The Printrbot – Some more details and my thoughts
Brook Drumm is also selling an interesting smaller scale, smaller priced 3D printer which is causing quiet the stir on the #reprap channel. The main challenge people seem to be making is about the wobble that could exist because of the open Z design.
I asked Brook some questions via Kickstarter about the PrintrBot, the new 3D printer, and some of the answers were great, some could pose a challenge to his bot’s future. Brook Drumm Feel free to chime in if you think I misrepresent what you said.
My first question was about if the bot came with filament and was rapidly followed by a question about what bearings/bushings he was using. The answers are great.
1. 1 lb. of ABS plastic
2. 10 LM8UU bearings
1 lb of plastic should be enough to get off the ground and make sure things are working and it’s worth about 15$ towards the cost of the bot.
LM8UU bearings are great to hear because they are considered in some circles to be a must upgrade for high quality prints on other reprap based printers. However, some printers do great with plastic, brass, PLA, or even felt based bushings/bearings. The key thing I feel the Printrbot is trying to address is cutting down on the tuning process. With LM8UU bearings to start it helps get the new user up and printing faster.

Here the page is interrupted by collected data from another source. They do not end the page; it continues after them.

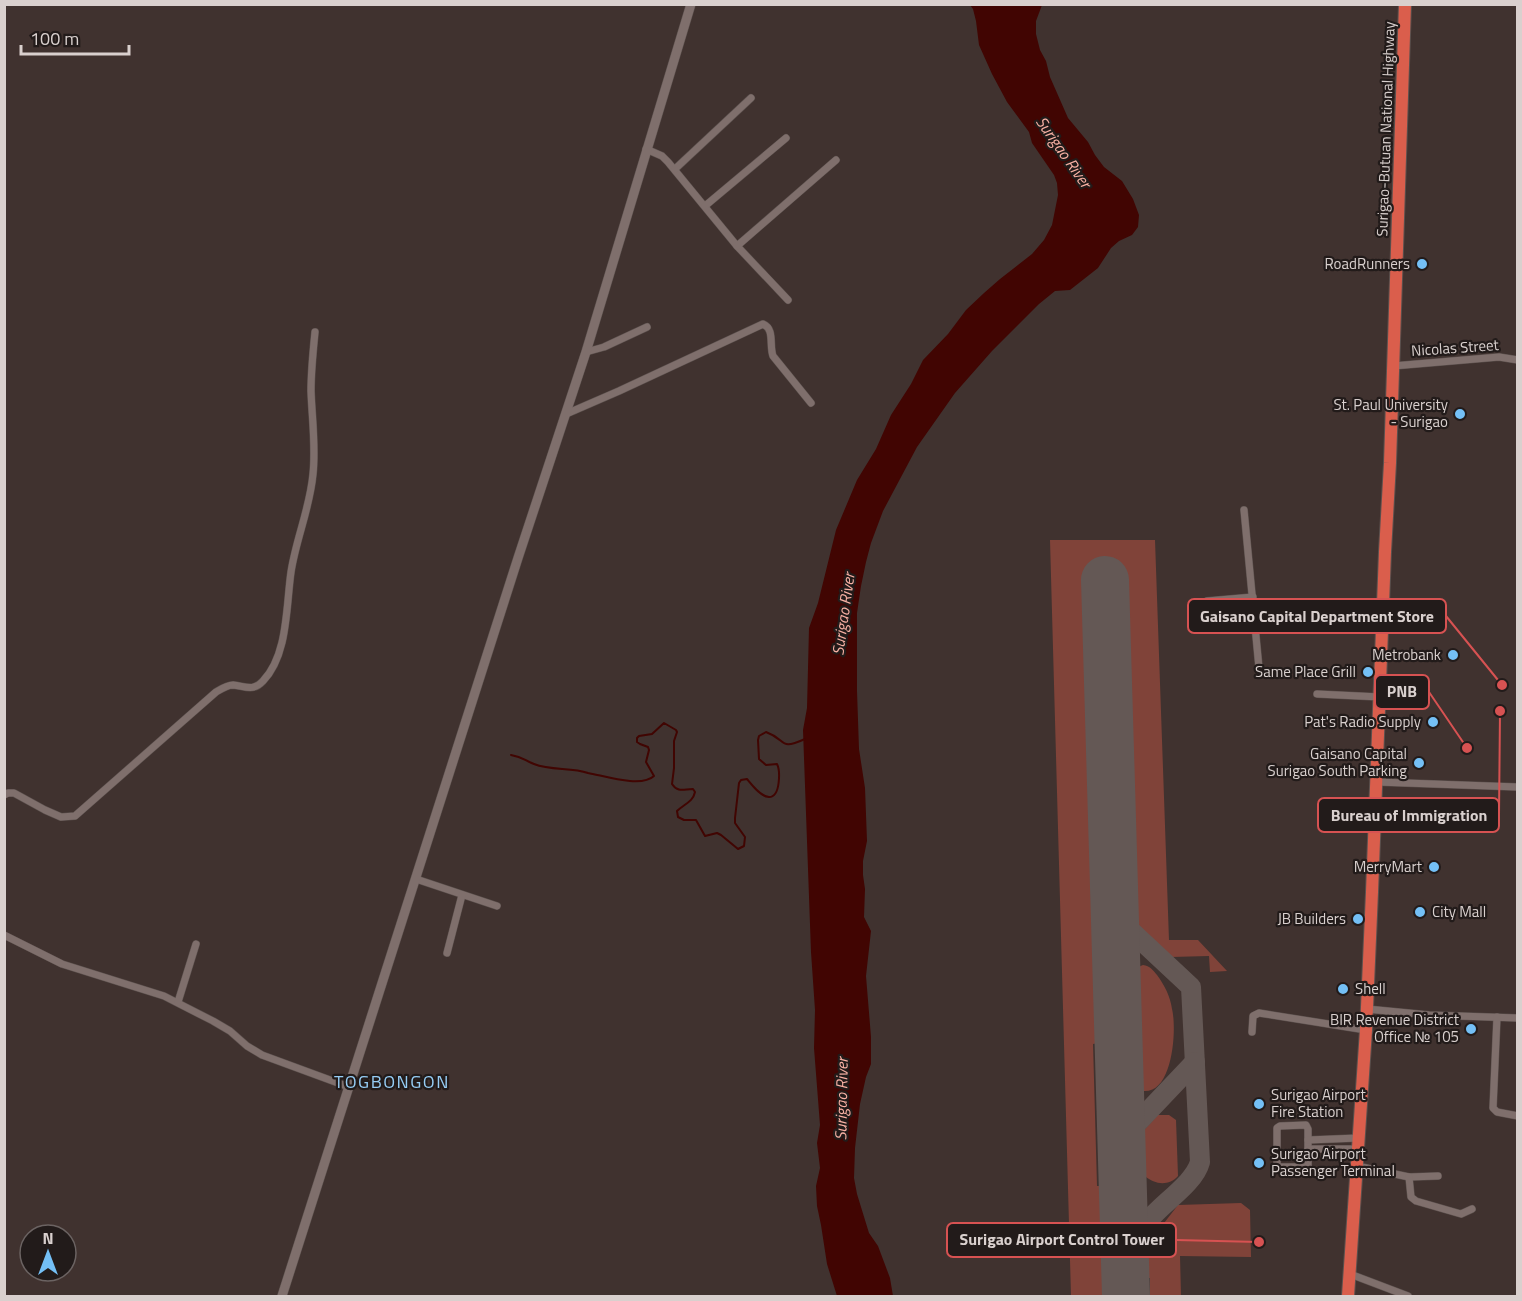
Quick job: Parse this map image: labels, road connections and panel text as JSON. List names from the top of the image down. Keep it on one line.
{"streets":{"highway":["Surigao-Butuan National Highway"],"street":["Nicolas Street"]},"crossings":[["Surigao-Butuan National Highway","Nicolas Street"]],"districts":["TOGBONGON"],"water":["Surigao River"],"places":["RoadRunners","St. Paul University - Surigao","Metrobank","Same Place Grill","Gaisano Capital Department Store","Bureau of Immigration","Pat's Radio Supply","PNB","Gaisano Capital Surigao South Parking","MerryMart","City Mall","JB Builders","Shell","BIR Revenue District Office № 105","Surigao Airport Fire Station","Surigao Airport Passenger Terminal","Surigao Airport Control Tower"],"scale_bar":"100 m","north":"top"}
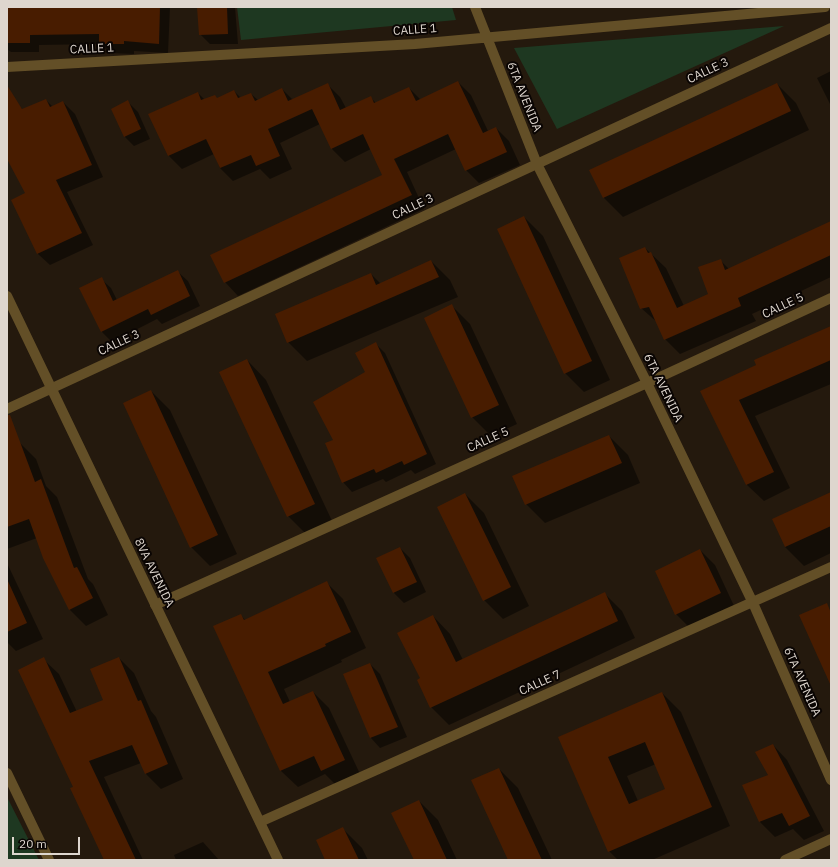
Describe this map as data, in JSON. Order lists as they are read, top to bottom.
{
  "streets": {
    "street": [
      "CALLE 1",
      "CALLE 3",
      "6TA AVENIDA",
      "CALLE 5",
      "8VA AVENIDA",
      "CALLE 7"
    ]
  },
  "crossings": [
    ["CALLE 1", "6TA AVENIDA"],
    ["CALLE 3", "6TA AVENIDA"],
    ["CALLE 3", "8VA AVENIDA"],
    ["6TA AVENIDA", "CALLE 5"],
    ["6TA AVENIDA", "CALLE 7"],
    ["CALLE 5", "8VA AVENIDA"],
    ["8VA AVENIDA", "CALLE 7"]
  ],
  "scale_bar": "20 m"
}
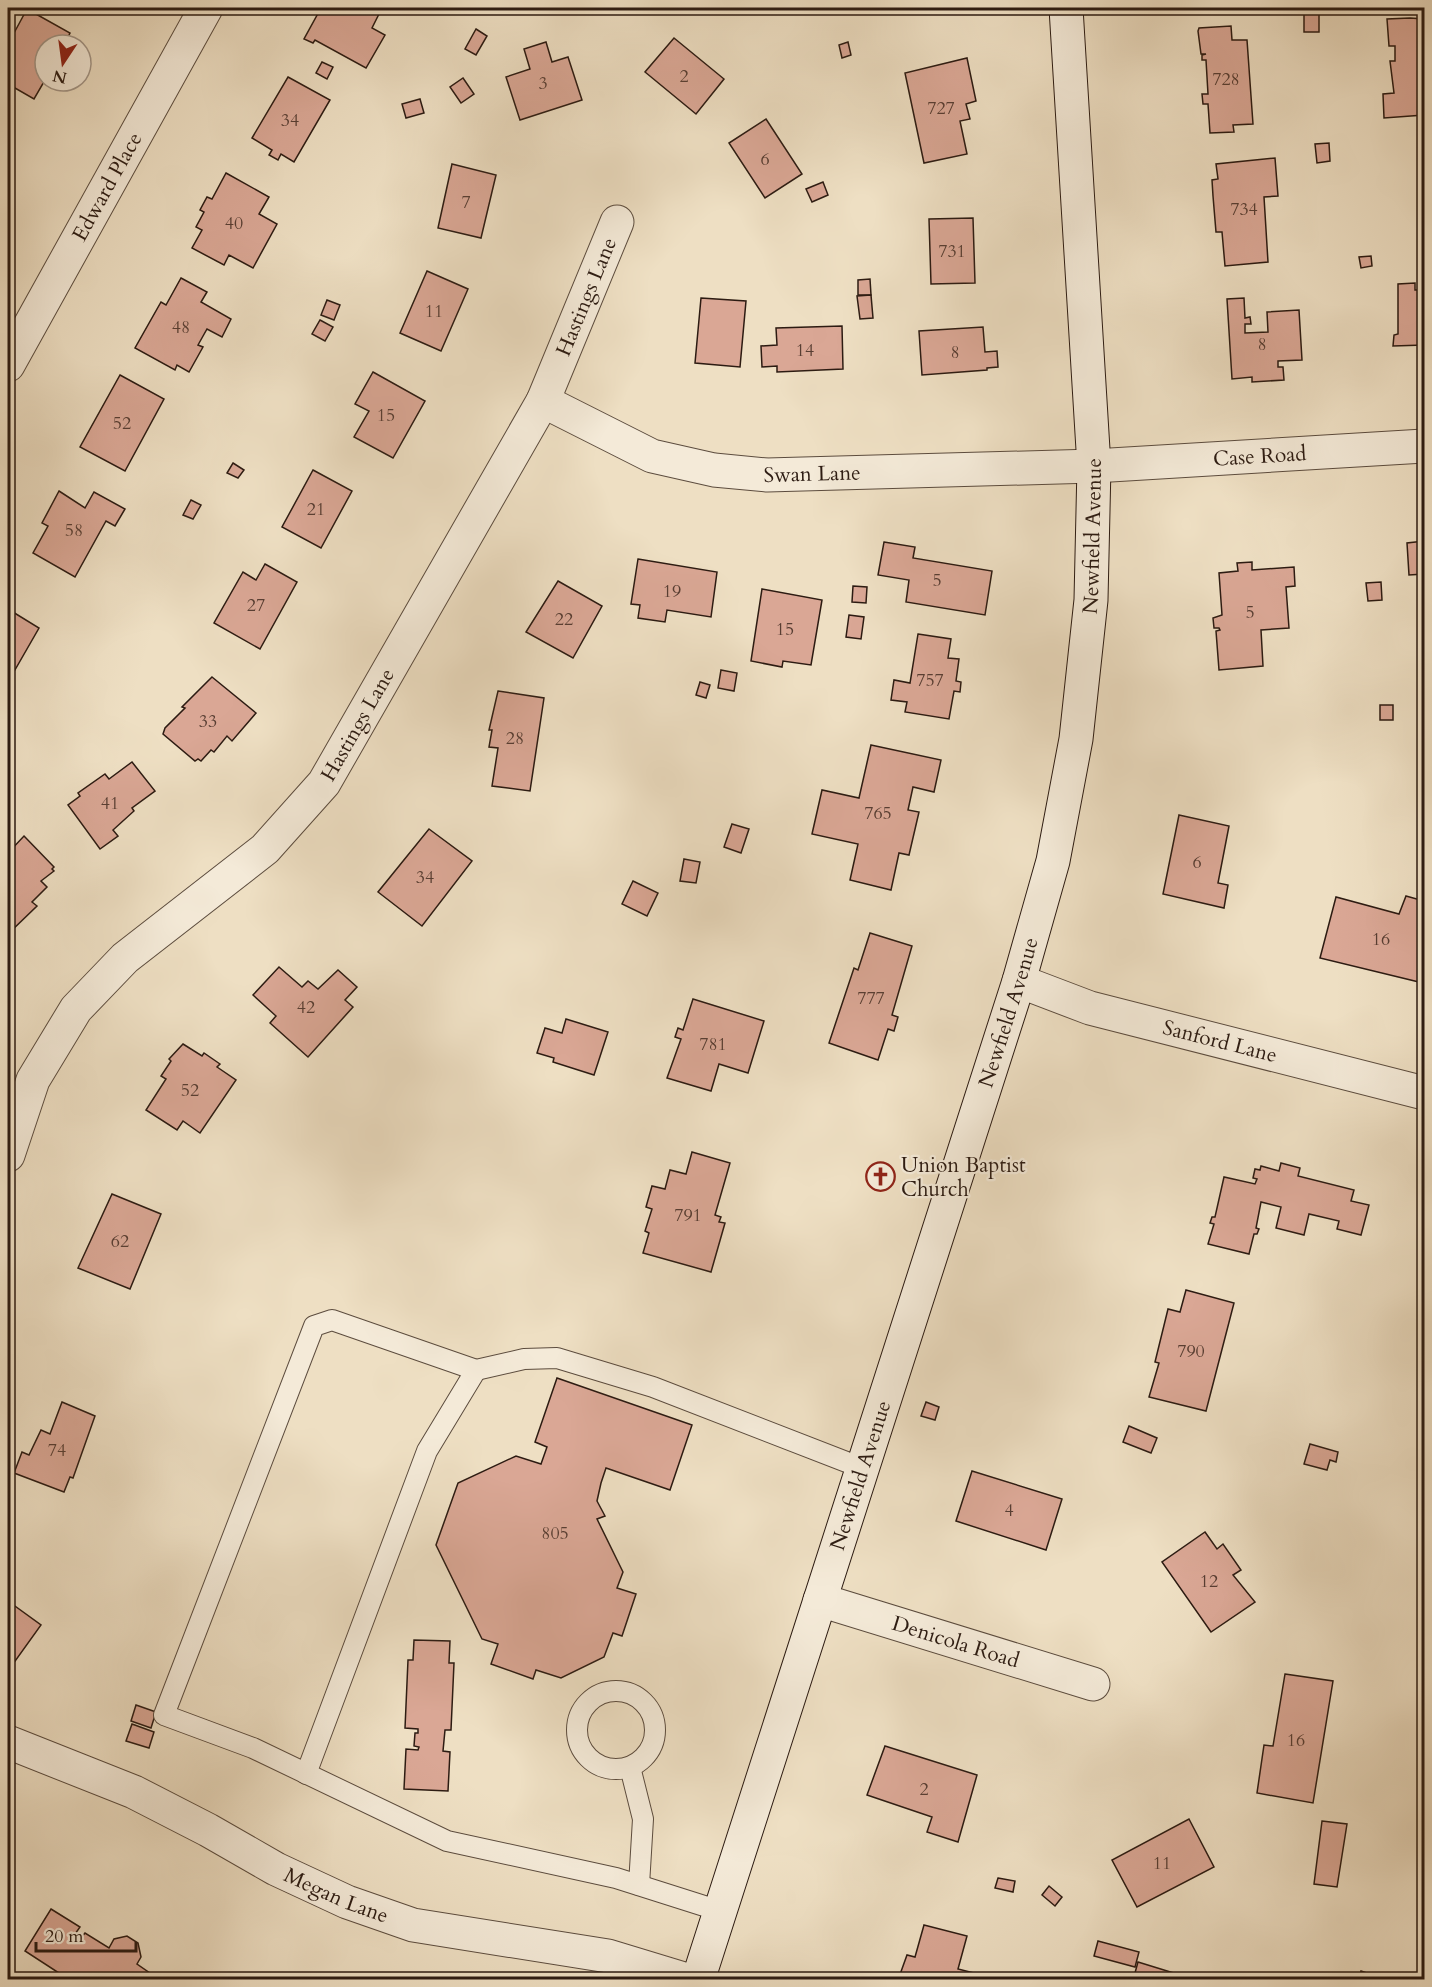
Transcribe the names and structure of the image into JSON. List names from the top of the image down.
{
  "streets": {
    "street": [
      "Edward Place",
      "Hastings Lane",
      "Case Road",
      "Swan Lane",
      "Newfield Avenue",
      "Sanford Lane",
      "Denicola Road",
      "Megan Lane"
    ]
  },
  "crossings": [
    ["Hastings Lane", "Swan Lane"],
    ["Case Road", "Swan Lane"],
    ["Case Road", "Newfield Avenue"],
    ["Swan Lane", "Newfield Avenue"],
    ["Newfield Avenue", "Sanford Lane"],
    ["Newfield Avenue", "Denicola Road"]
  ],
  "places": {
    "church": ["Union Baptist Church"]
  },
  "house_numbers": [
    "2",
    "728",
    "3",
    "727",
    "34",
    "6",
    "7",
    "734",
    "40",
    "731",
    "11",
    "48",
    "8",
    "14",
    "8",
    "15",
    "52",
    "21",
    "58",
    "5",
    "19",
    "27",
    "5",
    "22",
    "15",
    "757",
    "33",
    "28",
    "41",
    "765",
    "6",
    "34",
    "16",
    "777",
    "42",
    "781",
    "52",
    "791",
    "62",
    "790",
    "74",
    "4",
    "805",
    "12",
    "16",
    "2",
    "11"
  ],
  "scale_bar": "20 m",
  "north": "bottom"
}
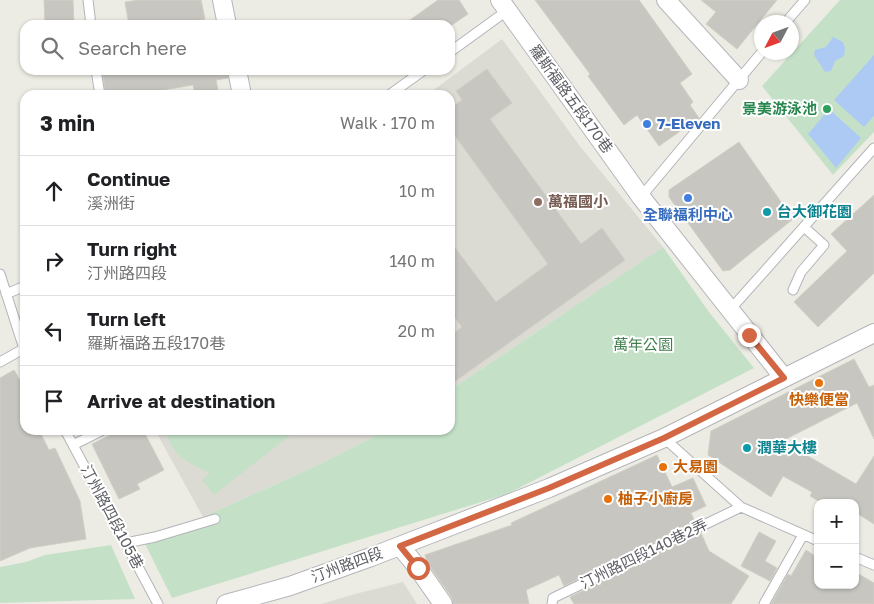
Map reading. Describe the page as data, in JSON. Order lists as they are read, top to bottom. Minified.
{"streets":{"street":["羅斯福路五段170巷","汀州路四段"],"lane":["汀州路四段105巷","汀州路四段140巷2弄"]},"crossings":[["羅斯福路五段170巷","汀州路四段"]],"parks":["萬年公園"],"places":["景美游泳池","7-Eleven","全聯福利中心","萬福國小","台大御花園","快樂便當","潤華大樓","大易園","柚子小廚房"],"north":"bottom left","page":{"search":"Search here","heading":["3 min","Walk · 170 m"],"list":[["Continue","溪洲街","10 m"],["Turn right","汀州路四段","140 m"],["Turn left","羅斯福路五段170巷","20 m"],"Arrive at destination"],"map_buttons":["+","−"]}}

My next questions were about the electronics powering the bot.
Me: “oh, one last question, I’m assuming RAMPS 1.4 electronics? With Polulo drivers?”
“The electronics will be the Teensylu, unless we are able to finish a new design we are working on… basically a version of the teensylu .8 with everything on the board – including drivers. We are also adding a switcher to handle the voltage and running off a laptop power supply at 19V…. this will allow plenty of power and even accommodate upgrades to the heated bed.
BTW – we will open source all designs, of course…. we may be a little slow, but it will be fully cooked 🙂
This could potentially have some drawbacks but it does have its advantages. The primary concern in my mind is how by going with Atmel’s AT90USB1286 as the MCU it will be hard for people to keep up with the rapid firmware developments going through the community. My other concern is related to having all the drivers on one board. Stepper drivers are notorious for burning themselves out and if one of the drivers goes on an integrated board it can be hairy to try and replace it. That said there is a strong reason to go with the teensyslu based design, cost and potential learning curve being simpler. I don’t know how “assembled” the electronics will be for the kit (didn’t get that question out there, oops) but it could end up being easier than trying to solder together a RAMPS kit. As the electronics are one of the most expensive parts of a build this new bot could make things interesting.
In the end I think a new design is a great thing and Brook has done a great job of at least letting people see his printer in action and see some of the results of it printing. And with a box open to print time of less than two hours it makes me want to ask for one for Christmas. The greatest thing to me lately is seeing the costs of 3D printing going down. The cupcake started at 750, the Thing-O-Matic sits pretty at ~1200 now. Mendels were/are 1300+ and Prusas are now starting to hit the 7-800 kit range.
disclaimer: I do not own a 3D printer, just have been obsessing over them for a few years. Whats a poor graduate student to do?